The Russia-based RaHDit hacker group on Wednesday leaked info on nearly 7,700 members of Ukraine's reconstituted Nazi Azov* Battalion, including over 4,000 photos.
"This is the largest data leak since the launch of the NemeZida project [a website that denounces 21st century Nazis and their crimes]. The renewed Azov has adopted traditions of the old – there are many Nazis tattooed with swastikas, convicted, with deviations, etc. A number of people from the renewed Azov were previously exchanged as prisoners and swore to others that they were done with Nazism, but they meet as part of the renewed staff and went to fight again," the hackers told Sputnik.
In particular, the list includes Artyom Motyga, born in 1992 in Dnepropetrovsk, a gunner holding the rank of senior sergeant; Anastasia Vasylchenko, born in 1993 in Kiev, an operator from the headquarters of an anti-tank battalion; Artyom Kekukh, born in 1995 in Kiev, holding the rank of junior lieutenant, who serves in a field communications center and goes by the code name, Samurai.

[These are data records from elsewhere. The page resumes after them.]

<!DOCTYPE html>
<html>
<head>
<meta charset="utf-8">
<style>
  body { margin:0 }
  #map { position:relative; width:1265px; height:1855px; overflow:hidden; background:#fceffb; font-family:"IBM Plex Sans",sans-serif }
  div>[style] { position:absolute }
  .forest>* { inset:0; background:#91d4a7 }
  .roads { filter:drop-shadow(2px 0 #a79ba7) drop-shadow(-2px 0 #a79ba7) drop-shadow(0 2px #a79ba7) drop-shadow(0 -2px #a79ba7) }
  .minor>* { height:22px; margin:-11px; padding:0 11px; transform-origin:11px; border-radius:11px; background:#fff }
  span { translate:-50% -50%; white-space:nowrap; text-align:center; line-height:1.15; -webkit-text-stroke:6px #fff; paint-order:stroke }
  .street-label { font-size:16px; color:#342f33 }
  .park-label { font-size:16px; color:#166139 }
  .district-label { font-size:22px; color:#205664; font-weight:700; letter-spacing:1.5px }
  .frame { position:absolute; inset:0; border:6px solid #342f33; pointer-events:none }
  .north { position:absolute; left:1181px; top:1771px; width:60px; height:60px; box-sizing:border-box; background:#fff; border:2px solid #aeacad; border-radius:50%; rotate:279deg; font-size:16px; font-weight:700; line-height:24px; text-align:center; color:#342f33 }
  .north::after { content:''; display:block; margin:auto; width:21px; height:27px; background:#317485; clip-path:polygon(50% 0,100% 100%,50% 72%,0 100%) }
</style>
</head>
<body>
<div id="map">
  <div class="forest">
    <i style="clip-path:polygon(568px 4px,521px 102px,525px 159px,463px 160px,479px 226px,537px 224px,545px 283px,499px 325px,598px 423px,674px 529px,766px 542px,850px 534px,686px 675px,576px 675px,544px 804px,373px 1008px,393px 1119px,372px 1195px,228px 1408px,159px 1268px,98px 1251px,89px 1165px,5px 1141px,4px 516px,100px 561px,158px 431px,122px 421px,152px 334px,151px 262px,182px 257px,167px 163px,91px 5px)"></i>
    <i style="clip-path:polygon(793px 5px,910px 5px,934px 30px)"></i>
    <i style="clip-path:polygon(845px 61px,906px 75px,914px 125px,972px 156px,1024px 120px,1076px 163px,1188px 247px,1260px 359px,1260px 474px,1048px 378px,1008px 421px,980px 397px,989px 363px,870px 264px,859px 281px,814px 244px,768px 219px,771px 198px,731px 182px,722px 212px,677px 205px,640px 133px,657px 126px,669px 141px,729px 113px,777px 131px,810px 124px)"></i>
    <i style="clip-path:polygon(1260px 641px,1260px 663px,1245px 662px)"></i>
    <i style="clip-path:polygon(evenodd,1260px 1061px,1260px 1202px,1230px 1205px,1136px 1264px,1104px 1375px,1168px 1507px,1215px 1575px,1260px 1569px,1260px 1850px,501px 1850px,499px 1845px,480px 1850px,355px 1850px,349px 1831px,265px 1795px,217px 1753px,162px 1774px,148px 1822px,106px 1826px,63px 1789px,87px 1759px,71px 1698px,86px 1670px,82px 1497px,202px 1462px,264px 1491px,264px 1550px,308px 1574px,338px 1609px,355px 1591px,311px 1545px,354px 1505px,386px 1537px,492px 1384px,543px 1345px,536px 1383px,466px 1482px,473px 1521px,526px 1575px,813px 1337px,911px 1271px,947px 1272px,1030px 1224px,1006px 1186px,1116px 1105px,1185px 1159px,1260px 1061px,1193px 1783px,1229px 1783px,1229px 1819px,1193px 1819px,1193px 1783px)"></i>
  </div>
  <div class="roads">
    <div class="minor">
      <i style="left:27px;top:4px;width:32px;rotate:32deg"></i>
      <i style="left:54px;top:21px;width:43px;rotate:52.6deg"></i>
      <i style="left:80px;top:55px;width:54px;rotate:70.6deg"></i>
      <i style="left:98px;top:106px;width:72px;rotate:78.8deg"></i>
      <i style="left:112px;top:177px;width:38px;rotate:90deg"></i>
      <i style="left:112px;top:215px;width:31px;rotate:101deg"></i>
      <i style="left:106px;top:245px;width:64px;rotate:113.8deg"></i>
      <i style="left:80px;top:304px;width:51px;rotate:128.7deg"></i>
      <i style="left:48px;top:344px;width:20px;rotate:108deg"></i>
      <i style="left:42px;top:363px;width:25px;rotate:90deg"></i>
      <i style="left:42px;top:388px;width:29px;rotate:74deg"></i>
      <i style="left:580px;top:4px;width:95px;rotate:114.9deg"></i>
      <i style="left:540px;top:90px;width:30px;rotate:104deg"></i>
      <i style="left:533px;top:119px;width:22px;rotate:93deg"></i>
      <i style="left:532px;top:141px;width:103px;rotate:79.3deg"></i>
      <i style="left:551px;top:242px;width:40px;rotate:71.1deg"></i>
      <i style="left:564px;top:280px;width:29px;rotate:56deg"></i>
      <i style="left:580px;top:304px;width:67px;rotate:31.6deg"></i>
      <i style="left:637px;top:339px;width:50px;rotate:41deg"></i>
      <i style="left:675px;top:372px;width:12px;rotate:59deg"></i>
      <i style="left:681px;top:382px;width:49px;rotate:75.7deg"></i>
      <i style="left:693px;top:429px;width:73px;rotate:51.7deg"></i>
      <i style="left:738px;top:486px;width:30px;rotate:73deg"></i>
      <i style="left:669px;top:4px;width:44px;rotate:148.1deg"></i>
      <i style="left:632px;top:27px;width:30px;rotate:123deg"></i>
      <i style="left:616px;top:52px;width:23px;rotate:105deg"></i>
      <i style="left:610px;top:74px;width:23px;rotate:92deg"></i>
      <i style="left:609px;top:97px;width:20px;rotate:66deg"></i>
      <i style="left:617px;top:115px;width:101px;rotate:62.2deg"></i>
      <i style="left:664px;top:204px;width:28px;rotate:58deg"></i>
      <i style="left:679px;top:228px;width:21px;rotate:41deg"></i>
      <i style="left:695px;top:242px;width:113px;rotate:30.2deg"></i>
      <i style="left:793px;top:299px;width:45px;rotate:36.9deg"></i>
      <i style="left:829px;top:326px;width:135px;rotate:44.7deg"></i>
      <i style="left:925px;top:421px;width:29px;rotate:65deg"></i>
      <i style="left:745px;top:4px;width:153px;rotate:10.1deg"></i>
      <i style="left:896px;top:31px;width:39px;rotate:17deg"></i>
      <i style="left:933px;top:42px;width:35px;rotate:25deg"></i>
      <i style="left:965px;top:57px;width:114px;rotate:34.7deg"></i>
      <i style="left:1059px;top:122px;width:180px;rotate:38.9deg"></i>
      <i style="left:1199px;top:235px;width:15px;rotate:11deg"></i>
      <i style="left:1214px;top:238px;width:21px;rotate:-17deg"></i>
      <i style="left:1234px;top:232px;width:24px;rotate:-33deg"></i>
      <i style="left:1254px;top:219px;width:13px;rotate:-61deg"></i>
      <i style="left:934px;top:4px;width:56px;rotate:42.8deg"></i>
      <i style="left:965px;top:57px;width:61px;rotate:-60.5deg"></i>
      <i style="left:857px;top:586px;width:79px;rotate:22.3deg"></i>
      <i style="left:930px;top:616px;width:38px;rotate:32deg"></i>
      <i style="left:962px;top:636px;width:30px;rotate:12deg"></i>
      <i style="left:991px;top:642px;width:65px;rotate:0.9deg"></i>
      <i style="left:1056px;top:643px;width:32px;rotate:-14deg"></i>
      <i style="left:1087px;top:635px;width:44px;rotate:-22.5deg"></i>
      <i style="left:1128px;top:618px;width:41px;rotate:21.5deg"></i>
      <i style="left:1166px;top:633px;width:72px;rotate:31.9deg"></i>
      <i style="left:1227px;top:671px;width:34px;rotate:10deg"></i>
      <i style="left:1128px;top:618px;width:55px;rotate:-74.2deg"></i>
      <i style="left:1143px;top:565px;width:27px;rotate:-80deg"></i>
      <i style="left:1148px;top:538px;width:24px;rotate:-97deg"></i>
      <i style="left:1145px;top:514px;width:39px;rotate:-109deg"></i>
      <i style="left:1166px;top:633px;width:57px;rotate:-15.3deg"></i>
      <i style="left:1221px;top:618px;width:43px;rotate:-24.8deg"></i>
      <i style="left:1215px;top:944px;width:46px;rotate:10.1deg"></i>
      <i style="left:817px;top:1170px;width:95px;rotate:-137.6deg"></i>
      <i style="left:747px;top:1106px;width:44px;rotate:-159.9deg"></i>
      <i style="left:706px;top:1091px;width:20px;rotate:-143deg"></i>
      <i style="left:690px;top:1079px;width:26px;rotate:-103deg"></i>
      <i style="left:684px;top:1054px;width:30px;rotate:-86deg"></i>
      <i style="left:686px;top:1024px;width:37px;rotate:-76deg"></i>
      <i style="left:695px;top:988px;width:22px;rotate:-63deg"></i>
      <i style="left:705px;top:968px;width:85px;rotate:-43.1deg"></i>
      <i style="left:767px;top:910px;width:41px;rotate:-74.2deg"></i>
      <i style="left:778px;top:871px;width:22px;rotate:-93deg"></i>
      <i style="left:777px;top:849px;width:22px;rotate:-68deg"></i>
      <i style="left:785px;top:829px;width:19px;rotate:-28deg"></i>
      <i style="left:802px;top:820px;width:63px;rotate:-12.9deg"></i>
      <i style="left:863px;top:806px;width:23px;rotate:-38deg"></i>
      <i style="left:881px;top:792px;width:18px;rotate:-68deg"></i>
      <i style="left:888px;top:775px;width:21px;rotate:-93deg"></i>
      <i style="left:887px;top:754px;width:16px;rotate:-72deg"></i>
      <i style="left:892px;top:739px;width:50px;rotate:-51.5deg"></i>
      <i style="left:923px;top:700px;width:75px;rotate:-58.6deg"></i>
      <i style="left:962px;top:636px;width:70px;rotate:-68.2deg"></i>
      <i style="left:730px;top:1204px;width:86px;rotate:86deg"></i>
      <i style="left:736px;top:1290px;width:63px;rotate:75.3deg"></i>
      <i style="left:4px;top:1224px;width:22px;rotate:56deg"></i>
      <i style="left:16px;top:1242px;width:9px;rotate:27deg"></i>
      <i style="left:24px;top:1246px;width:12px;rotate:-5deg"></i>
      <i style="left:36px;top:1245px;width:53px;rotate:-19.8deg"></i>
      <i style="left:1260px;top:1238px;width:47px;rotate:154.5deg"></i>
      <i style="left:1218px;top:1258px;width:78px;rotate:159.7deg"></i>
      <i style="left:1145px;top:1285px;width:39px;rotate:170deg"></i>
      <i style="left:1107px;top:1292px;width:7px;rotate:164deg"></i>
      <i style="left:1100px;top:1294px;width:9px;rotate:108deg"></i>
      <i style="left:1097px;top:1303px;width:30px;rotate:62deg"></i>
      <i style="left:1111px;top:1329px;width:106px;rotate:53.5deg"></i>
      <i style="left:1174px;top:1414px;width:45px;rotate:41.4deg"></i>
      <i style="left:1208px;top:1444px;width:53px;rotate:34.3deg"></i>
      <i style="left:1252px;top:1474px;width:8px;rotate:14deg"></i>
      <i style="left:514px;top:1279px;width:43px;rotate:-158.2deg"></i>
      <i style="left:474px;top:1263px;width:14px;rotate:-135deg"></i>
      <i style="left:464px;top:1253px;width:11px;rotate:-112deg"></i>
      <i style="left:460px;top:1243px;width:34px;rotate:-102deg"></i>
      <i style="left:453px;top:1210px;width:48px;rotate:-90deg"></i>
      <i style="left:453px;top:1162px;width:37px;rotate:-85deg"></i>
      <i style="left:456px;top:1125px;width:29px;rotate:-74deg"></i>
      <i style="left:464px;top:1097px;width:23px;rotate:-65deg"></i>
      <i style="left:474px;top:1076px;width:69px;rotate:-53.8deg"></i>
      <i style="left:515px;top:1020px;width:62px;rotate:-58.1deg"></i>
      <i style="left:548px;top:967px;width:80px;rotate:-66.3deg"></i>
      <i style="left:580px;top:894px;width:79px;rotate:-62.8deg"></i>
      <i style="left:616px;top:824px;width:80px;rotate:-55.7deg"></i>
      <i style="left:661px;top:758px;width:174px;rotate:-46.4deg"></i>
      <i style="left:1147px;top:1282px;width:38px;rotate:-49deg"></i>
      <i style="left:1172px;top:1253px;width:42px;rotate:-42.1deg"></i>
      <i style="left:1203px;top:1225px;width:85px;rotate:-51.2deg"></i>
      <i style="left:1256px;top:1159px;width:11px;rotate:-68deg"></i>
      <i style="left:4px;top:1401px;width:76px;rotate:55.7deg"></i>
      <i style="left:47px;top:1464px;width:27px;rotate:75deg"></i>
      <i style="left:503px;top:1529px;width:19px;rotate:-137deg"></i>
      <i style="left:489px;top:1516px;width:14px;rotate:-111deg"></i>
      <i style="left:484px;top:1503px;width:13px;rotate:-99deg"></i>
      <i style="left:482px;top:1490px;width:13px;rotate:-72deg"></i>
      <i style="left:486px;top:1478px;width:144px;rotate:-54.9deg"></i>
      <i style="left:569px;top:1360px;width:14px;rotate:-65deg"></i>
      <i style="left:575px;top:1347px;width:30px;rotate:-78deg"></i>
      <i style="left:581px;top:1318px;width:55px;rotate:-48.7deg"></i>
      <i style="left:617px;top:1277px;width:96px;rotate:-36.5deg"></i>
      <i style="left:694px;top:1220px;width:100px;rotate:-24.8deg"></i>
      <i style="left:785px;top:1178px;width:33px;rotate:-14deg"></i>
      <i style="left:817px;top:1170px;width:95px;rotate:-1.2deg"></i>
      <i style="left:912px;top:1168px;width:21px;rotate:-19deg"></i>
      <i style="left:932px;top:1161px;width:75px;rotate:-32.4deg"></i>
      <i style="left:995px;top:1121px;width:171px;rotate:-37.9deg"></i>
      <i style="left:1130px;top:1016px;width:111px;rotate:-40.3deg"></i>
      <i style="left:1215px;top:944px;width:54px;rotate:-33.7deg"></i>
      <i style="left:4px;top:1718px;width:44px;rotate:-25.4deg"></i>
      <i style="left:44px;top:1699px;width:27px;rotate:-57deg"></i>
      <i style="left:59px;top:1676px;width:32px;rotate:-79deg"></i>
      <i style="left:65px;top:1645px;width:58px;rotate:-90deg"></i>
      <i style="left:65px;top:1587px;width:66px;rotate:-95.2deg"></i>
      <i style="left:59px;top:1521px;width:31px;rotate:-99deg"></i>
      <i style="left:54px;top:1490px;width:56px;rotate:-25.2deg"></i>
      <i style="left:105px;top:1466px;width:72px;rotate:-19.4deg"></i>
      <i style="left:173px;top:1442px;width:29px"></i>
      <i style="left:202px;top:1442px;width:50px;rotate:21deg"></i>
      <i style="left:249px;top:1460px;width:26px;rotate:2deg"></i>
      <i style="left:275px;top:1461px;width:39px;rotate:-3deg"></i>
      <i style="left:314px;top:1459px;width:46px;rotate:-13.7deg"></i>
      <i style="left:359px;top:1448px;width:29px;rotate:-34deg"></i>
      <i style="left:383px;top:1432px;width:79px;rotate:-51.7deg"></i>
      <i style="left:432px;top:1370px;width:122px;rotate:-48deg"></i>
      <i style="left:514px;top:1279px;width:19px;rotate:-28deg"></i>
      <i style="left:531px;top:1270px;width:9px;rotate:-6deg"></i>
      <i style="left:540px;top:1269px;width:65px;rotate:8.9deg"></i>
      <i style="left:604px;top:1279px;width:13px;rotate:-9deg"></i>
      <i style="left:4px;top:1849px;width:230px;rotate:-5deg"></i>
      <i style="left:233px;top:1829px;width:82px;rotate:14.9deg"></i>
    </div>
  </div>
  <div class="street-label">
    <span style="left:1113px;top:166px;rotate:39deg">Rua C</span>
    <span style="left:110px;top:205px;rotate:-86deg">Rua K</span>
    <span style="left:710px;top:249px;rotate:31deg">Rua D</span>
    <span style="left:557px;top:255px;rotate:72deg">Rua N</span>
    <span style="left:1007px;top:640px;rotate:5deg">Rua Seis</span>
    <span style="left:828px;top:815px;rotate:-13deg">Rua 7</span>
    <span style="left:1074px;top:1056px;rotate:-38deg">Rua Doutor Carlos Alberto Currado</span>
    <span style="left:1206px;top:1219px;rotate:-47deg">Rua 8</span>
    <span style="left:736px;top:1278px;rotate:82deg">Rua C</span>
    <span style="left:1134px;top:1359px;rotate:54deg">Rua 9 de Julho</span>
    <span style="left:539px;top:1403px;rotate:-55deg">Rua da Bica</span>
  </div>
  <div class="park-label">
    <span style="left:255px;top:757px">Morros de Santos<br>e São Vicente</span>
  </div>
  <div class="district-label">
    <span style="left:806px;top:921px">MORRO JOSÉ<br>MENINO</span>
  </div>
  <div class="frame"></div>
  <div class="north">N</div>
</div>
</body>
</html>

The list also includes Andrey Mazur, born in 1986, from the village of Vygoda in the Odessa region, a platoon leader in an engineer-sapper platoon holding the rank of junior sergeant.
There are also foreign nationals among the Nazis of Azov, for example, a Swedish citizen Mathias Gustavsson, born in 1975, captured in Mariupol in 2022, sentenced to death in the Donetsk People's Republic, but eventually exchanged for a Russian soldier. In 2024, he was already in Azov again.
In July, the hacker group RaHDit divulged info on more than 3,200 foreign mercenaries in the Ukrainian Armed Forces. Earlier, the group released information on NATO officers fighting Russia in cyberspace and data on 1,500 active employees of Ukraine's foreign intelligence service, including those working undercover in more than 20 countries.
*Banned in Russia for terrorism and extremism.